▸ **Your instructions**
All of the records should be given again verbatim.

━━━━

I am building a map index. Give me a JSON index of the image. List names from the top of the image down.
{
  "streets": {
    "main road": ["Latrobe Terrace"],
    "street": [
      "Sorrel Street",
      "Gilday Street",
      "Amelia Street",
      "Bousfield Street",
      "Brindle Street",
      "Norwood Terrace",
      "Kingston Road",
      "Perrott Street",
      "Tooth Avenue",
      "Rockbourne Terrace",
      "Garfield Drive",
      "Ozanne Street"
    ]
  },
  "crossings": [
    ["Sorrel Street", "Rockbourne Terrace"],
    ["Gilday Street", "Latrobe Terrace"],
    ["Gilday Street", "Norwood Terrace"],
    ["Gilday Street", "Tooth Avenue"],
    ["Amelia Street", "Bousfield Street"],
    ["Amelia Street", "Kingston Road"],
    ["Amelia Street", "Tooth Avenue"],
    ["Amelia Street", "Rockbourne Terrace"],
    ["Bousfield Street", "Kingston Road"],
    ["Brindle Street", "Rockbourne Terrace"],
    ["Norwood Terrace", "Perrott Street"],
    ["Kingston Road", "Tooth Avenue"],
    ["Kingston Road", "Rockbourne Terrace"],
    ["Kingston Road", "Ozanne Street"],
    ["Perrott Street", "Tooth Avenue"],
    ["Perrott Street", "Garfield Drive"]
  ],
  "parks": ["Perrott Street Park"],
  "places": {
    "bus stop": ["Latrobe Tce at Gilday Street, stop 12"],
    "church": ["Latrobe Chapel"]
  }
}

━━━━

▸ **Solution to this exercise**
I am building a map index. Give me a JSON index of the image. List names from the top of the image down.
{
  "streets": {
    "main road": ["Latrobe Terrace"],
    "street": [
      "Sorrel Street",
      "Gilday Street",
      "Amelia Street",
      "Bousfield Street",
      "Brindle Street",
      "Norwood Terrace",
      "Kingston Road",
      "Perrott Street",
      "Tooth Avenue",
      "Rockbourne Terrace",
      "Garfield Drive",
      "Ozanne Street"
    ]
  },
  "crossings": [
    ["Sorrel Street", "Rockbourne Terrace"],
    ["Gilday Street", "Latrobe Terrace"],
    ["Gilday Street", "Norwood Terrace"],
    ["Gilday Street", "Tooth Avenue"],
    ["Amelia Street", "Bousfield Street"],
    ["Amelia Street", "Kingston Road"],
    ["Amelia Street", "Tooth Avenue"],
    ["Amelia Street", "Rockbourne Terrace"],
    ["Bousfield Street", "Kingston Road"],
    ["Brindle Street", "Rockbourne Terrace"],
    ["Norwood Terrace", "Perrott Street"],
    ["Kingston Road", "Tooth Avenue"],
    ["Kingston Road", "Rockbourne Terrace"],
    ["Kingston Road", "Ozanne Street"],
    ["Perrott Street", "Tooth Avenue"],
    ["Perrott Street", "Garfield Drive"]
  ],
  "parks": ["Perrott Street Park"],
  "places": {
    "bus stop": ["Latrobe Tce at Gilday Street, stop 12"],
    "church": ["Latrobe Chapel"]
  }
}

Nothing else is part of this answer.